> [EXERCISE PROMPT]
Among the lines of the data, copy those that hold "green".

----- DATA UNDER STUDY -----

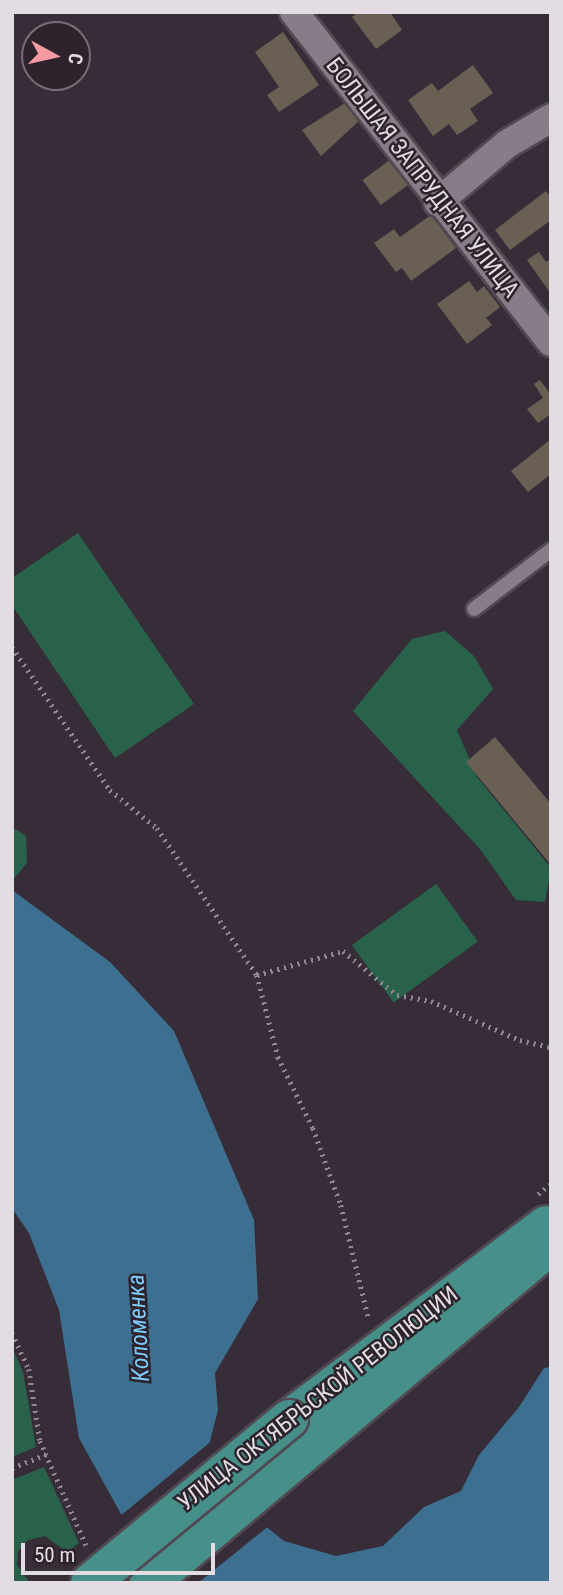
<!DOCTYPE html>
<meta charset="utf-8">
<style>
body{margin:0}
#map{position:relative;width:563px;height:1595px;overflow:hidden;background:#372d38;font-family:"Roboto Condensed",sans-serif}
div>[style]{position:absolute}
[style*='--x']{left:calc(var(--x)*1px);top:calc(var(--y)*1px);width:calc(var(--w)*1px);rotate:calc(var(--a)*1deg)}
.green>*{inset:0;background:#29624a;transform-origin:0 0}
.water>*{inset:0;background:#3d7090}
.pier>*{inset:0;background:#372d38}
.building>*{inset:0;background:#695f53;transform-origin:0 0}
.path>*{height:4.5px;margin-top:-2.25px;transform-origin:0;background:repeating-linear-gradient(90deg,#918992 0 2px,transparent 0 7px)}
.roads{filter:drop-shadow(2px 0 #514952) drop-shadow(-2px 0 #514952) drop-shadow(0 2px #514952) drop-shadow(0 -2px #514952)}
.service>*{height:14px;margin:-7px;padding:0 7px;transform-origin:7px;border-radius:7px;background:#877c88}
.minor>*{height:28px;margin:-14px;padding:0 14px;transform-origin:14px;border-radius:14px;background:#877c88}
.primary>*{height:38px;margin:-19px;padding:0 19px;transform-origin:19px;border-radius:19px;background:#478f89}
.bridges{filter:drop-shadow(2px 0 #514952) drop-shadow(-2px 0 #514952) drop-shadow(0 2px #514952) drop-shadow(0 -2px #514952)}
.primary-bridge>*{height:38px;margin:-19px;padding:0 19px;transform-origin:19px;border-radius:19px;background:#478f89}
span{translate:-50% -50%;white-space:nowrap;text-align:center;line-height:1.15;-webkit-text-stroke:5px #2d232d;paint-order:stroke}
.street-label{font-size:23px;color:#e3dce3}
.water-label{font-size:24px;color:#7ccbfc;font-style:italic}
.frame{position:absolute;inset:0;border:14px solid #e3dce3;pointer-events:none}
.north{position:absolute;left:21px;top:21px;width:70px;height:70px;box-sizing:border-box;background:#2d232d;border:2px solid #766d76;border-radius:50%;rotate:98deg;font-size:19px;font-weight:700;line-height:28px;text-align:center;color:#e3dce3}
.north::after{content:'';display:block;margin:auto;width:24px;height:32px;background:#f49aa0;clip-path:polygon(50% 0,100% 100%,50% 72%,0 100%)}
.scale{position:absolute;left:21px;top:1543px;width:194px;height:32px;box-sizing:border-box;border:4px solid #e3dce3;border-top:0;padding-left:9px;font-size:21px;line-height:24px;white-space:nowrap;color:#e3dce3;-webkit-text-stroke:5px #2d232d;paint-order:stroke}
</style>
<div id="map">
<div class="green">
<div style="clip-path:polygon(78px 533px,194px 704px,115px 758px,12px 605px,12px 578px)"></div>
<div style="clip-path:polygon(445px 631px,474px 656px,493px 689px,457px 730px,477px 777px,551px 868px,545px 902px,516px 900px,480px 849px,353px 711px,412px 639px)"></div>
<div style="clip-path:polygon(12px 827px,26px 836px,27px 863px,12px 881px)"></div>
<div style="left:436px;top:884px;width:71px;height:104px;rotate:54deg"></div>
<div style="clip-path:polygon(12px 1347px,23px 1372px,36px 1447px,12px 1457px)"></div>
<div style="clip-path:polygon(44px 1467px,79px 1543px,67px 1552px,45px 1536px,28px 1540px,18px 1551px,17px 1565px,30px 1583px,12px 1583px,12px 1480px)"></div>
</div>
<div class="water">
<div style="clip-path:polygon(12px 890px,110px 962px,174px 1031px,254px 1220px,258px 1299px,215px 1373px,218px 1410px,209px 1445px,258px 1520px,284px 1541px,336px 1556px,383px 1546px,424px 1507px,461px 1491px,479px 1455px,519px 1407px,544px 1368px,551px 1367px,551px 1583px,169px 1583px,121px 1514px,79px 1438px,59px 1310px,29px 1233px,12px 1208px)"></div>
</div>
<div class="pier">
<div style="clip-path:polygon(214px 1439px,212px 1445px,270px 1525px,198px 1583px,164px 1583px,119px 1517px)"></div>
</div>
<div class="building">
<div style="clip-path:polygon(358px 12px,390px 12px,402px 30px,376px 49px,352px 17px)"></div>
<div style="clip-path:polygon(283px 32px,319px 85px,279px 112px,267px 95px,279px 87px,255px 52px)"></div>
<div style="clip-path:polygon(473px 65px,493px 93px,470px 109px,478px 121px,457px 135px,449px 124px,433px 136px,408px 100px,432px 83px,438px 91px)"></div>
<div style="clip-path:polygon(345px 103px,359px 121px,321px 156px,302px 130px)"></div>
<div style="left:390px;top:160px;width:31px;height:34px;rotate:54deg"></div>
<div style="clip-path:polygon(546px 191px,551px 198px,551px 220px,510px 250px,495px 230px)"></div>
<div style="clip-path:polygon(431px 215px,456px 248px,411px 281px,402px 268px,396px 272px,374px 243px,394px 229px,400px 237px)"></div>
<div style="clip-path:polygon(539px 252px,546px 262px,551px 259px,551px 294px,527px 260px)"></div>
<div style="clip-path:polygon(469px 281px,477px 292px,484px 286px,500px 307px,486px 318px,492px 325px,467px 344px,437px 304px)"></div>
<div style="clip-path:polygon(540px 380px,551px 395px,551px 414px,538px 423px,527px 409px,543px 398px,534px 384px)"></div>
<div style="clip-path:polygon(551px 439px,551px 474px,528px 492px,511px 471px)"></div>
<div style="clip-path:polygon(495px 737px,551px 804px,551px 865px,466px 762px)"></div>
</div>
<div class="path">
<div style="--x:12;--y:647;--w:173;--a:55.6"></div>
<div style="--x:110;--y:790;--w:60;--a:39"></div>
<div style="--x:157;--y:828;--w:178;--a:55.8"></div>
<div style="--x:257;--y:975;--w:85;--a:75.6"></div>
<div style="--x:278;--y:1057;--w:79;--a:63.8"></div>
<div style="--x:313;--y:1128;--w:82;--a:70"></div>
<div style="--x:341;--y:1205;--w:118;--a:76.3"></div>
<div style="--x:257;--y:975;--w:89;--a:-15.6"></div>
<div style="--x:343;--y:951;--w:70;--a:39.2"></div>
<div style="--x:397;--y:995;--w:35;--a:10"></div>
<div style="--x:431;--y:1001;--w:97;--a:23.7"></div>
<div style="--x:520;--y:1040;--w:32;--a:13"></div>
<div style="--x:538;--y:1194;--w:16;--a:-38"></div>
<div style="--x:12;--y:1333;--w:40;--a:65"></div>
<div style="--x:29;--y:1369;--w:73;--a:81.3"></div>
<div style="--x:40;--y:1441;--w:114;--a:66.1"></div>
<div style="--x:12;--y:1468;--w:37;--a:-22"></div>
</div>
<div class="roads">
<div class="service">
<div style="--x:474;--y:609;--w:97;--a:-37.5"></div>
</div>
<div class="minor">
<div style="--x:294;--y:12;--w:418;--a:52.1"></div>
<div style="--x:438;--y:202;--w:90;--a:-40"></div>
<div style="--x:507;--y:144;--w:51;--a:-30.6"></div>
</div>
<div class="primary">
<div style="--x:289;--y:1419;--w:322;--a:-37"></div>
<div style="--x:149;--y:1583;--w:525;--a:-40.06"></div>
</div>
</div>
<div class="bridges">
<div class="primary-bridge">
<div style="--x:90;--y:1583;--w:258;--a:-39.5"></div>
</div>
</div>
<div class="street-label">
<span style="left:422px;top:178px;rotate:52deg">БОЛЬШАЯ ЗАПРУДНАЯ УЛИЦА</span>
<span style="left:318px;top:1399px;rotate:-38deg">УЛИЦА ОКТЯБРЬСКОЙ РЕВОЛЮЦИИ</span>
</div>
<div class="water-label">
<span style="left:139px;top:1328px;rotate:-93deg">Коломенка</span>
</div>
<div class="frame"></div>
<div class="north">С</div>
<div class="scale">50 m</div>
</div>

-----

> [EXERCISE RESULT]
.green>*{inset:0;background:#29624a;transform-origin:0 0}
<div class="green">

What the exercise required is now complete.